▸ **AIM OF THE TASK**
Determine how many lines in the listing that follows include "Mariscal". Answer only with that number.

▸ **INFORMATION SUPPLIED**
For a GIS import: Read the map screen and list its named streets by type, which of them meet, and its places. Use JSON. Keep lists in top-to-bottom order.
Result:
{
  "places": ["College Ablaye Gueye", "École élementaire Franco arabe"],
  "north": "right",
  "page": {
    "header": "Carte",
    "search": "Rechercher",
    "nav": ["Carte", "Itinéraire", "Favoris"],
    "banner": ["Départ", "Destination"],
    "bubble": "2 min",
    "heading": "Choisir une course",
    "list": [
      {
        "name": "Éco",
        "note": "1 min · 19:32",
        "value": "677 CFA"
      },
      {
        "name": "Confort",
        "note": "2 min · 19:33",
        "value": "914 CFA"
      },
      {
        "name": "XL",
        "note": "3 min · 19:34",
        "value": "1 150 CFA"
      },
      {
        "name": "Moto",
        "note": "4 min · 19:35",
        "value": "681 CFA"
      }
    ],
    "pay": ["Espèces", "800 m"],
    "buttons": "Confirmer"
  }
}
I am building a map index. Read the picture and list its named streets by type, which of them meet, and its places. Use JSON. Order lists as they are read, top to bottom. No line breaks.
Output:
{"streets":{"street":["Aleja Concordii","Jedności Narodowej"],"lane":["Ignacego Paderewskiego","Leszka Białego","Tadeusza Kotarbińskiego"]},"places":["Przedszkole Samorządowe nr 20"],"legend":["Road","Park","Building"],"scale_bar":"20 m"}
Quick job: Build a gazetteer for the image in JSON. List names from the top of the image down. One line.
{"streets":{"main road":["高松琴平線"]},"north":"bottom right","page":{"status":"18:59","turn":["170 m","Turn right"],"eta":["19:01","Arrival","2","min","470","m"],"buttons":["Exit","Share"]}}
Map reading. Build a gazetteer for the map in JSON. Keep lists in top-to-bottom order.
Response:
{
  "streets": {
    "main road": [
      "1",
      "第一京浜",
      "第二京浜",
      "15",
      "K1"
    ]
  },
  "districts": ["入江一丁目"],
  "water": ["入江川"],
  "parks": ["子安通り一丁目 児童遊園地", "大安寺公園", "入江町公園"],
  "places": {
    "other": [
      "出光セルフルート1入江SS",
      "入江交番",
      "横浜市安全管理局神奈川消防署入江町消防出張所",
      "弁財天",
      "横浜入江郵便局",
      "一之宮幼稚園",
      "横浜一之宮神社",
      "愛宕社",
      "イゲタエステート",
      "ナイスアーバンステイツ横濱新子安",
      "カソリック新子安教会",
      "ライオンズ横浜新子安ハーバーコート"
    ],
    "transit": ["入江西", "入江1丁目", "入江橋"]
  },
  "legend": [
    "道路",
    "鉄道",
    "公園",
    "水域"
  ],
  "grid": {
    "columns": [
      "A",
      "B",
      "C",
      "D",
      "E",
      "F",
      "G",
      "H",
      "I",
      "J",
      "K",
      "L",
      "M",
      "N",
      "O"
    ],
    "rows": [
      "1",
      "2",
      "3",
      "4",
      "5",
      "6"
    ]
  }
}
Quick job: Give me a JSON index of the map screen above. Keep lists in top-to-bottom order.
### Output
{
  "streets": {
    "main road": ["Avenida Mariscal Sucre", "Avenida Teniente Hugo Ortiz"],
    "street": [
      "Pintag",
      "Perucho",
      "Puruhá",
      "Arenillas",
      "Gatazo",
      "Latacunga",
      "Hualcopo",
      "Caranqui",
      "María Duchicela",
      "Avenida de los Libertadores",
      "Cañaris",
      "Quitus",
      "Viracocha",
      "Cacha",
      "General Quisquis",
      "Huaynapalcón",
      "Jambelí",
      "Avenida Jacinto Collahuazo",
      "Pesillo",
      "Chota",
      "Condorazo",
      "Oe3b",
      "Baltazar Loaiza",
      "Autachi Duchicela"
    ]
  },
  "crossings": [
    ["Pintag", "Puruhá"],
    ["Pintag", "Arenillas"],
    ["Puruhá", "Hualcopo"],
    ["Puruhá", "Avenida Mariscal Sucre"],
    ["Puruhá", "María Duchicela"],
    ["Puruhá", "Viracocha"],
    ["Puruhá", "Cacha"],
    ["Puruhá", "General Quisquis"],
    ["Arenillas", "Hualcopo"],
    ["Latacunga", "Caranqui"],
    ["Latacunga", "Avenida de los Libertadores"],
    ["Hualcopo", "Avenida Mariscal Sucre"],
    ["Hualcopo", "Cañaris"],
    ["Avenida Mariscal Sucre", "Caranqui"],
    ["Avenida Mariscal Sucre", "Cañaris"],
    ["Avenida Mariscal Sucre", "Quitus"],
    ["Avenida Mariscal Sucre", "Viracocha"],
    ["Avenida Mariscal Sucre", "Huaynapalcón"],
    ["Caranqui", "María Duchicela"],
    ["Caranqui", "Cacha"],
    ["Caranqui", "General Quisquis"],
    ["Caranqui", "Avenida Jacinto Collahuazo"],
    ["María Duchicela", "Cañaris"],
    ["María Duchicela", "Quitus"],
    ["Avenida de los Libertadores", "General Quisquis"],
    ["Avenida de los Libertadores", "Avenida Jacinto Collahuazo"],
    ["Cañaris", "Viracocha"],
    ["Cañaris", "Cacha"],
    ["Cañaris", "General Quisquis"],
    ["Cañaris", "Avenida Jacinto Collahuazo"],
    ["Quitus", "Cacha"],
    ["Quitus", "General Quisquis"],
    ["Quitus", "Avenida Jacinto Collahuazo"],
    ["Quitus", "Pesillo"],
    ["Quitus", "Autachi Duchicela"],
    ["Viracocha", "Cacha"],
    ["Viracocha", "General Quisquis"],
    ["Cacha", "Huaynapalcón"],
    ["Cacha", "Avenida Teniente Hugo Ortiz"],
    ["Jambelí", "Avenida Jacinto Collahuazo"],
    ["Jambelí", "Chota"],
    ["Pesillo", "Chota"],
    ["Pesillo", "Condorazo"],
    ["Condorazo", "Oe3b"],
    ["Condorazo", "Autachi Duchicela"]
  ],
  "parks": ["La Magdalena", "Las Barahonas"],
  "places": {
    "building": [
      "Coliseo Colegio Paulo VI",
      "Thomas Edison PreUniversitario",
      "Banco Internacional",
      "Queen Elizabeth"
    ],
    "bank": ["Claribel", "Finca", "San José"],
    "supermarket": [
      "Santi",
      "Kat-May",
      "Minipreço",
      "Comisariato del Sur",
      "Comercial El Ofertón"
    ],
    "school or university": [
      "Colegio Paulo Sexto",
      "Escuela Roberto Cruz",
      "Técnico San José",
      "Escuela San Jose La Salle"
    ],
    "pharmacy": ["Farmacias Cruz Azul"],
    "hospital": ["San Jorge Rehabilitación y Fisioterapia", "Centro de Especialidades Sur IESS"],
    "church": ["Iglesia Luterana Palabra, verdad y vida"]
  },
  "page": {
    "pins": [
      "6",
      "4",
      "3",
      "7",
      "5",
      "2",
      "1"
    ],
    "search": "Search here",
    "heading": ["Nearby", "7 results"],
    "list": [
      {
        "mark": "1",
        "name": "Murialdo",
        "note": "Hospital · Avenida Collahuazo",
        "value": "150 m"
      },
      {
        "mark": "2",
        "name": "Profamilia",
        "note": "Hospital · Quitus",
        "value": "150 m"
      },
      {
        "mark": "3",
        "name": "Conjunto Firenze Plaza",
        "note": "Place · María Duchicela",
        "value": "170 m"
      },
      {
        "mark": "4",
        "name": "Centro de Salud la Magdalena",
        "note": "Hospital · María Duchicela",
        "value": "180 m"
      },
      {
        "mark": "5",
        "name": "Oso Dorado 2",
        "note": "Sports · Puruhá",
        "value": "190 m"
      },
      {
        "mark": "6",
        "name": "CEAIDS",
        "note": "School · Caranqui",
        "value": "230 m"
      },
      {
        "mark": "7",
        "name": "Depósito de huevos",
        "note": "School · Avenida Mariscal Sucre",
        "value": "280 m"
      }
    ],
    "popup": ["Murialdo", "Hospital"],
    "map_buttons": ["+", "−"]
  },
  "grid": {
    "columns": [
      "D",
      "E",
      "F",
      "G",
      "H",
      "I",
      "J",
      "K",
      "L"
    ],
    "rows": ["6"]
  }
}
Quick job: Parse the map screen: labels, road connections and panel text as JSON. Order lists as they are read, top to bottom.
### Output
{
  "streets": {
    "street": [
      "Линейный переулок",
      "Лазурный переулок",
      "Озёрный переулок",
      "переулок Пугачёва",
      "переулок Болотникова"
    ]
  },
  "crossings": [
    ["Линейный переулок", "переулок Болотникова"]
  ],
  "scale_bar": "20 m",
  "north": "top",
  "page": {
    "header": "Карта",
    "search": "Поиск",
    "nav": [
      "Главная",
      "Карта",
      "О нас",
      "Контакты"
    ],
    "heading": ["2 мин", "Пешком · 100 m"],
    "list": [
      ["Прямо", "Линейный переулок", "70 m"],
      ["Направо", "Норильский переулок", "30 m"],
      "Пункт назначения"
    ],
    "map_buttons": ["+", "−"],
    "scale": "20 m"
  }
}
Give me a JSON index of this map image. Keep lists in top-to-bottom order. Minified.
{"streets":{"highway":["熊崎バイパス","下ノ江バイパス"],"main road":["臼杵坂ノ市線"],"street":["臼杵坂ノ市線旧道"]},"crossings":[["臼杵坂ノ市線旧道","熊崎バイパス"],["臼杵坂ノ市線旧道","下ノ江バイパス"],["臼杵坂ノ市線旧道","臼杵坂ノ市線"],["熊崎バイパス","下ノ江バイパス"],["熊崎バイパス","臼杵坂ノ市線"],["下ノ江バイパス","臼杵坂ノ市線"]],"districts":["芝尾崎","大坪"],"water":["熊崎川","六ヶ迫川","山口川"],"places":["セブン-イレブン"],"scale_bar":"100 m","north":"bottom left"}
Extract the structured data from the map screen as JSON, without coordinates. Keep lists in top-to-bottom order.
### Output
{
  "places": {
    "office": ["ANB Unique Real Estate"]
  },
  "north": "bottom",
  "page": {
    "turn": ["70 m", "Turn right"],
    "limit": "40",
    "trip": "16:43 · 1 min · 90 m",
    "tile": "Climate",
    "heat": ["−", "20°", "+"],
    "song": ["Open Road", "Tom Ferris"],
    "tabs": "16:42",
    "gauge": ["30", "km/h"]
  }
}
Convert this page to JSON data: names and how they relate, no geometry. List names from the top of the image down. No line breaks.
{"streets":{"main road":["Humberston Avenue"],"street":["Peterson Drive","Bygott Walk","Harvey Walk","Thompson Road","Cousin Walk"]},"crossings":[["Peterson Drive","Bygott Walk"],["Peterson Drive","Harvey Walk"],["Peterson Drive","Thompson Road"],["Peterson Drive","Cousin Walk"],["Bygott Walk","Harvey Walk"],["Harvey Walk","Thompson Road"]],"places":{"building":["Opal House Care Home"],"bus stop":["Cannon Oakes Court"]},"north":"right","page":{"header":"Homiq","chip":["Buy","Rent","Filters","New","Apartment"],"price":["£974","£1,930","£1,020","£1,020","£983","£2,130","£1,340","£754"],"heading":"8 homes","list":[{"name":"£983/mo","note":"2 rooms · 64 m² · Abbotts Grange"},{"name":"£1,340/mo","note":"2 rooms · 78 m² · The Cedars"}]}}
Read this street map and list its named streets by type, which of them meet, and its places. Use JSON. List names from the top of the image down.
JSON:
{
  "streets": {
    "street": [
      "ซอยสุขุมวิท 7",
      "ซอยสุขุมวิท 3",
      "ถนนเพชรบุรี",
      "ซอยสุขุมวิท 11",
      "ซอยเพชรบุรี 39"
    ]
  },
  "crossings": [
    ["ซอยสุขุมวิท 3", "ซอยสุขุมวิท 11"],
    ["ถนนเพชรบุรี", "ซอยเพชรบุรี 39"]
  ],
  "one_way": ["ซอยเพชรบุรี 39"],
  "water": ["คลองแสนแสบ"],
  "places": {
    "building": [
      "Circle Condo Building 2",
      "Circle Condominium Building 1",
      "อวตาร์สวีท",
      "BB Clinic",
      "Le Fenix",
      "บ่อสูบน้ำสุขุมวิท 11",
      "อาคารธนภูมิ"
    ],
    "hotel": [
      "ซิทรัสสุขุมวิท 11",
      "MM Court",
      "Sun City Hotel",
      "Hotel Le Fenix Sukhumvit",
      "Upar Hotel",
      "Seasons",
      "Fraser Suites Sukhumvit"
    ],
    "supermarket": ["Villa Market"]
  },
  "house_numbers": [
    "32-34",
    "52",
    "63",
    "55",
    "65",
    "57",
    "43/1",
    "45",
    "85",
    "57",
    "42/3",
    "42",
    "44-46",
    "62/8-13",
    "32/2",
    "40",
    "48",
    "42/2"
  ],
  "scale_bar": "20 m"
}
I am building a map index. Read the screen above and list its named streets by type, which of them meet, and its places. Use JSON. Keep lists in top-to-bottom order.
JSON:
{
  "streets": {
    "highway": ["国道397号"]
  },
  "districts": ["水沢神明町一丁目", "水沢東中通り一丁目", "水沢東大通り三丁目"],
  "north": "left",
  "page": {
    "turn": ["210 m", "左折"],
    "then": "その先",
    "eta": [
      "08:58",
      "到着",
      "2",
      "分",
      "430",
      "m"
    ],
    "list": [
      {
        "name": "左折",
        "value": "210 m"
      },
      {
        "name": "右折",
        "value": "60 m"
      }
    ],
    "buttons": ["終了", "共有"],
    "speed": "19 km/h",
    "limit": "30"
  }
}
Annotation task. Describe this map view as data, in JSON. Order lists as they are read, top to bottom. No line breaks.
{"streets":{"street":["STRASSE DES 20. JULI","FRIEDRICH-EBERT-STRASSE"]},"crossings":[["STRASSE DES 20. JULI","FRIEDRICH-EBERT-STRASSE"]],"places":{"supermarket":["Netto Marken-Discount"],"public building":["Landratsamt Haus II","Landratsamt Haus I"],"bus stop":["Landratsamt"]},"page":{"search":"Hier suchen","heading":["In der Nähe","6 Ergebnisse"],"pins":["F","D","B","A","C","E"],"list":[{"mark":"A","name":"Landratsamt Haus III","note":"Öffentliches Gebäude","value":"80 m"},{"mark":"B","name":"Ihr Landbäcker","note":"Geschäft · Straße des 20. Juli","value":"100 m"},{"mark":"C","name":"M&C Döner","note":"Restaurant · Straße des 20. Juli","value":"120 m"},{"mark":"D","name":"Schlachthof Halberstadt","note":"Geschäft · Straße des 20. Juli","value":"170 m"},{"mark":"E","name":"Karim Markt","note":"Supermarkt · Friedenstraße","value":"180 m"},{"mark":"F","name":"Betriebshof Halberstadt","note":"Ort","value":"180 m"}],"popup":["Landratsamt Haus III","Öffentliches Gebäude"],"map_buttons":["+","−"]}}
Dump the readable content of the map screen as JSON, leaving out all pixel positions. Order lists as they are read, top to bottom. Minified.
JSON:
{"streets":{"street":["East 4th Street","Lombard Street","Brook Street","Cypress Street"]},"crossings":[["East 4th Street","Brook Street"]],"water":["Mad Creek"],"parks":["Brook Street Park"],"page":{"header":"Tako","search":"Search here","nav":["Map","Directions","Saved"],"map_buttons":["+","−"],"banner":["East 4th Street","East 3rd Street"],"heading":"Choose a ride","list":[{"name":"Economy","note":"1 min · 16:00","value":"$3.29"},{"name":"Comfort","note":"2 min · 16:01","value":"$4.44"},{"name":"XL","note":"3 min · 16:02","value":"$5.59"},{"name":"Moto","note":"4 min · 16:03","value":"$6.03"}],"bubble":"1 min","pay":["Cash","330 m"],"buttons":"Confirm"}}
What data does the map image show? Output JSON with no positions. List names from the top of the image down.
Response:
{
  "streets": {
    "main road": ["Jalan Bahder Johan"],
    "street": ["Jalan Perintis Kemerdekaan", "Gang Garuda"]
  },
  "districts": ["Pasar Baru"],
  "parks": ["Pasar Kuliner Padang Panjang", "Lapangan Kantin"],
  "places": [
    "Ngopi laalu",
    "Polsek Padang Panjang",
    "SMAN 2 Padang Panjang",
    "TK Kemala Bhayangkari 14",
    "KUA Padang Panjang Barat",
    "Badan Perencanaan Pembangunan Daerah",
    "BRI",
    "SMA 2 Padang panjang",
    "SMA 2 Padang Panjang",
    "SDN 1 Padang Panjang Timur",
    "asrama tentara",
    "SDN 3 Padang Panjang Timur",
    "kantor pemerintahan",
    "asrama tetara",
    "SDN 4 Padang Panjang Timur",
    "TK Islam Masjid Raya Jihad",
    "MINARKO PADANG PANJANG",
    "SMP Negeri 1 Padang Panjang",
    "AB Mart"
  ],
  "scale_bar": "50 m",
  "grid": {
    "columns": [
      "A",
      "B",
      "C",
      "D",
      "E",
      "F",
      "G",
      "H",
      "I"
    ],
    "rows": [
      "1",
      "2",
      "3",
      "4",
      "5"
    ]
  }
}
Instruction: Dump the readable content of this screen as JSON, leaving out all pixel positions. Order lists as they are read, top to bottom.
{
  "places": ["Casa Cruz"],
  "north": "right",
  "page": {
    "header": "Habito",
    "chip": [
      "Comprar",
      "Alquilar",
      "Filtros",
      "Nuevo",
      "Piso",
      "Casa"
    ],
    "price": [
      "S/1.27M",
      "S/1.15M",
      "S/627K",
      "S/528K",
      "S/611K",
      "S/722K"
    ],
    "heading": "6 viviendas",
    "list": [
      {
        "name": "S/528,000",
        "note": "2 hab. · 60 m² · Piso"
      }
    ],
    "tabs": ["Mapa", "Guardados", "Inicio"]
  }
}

▸ **WRITTEN REPLY**
9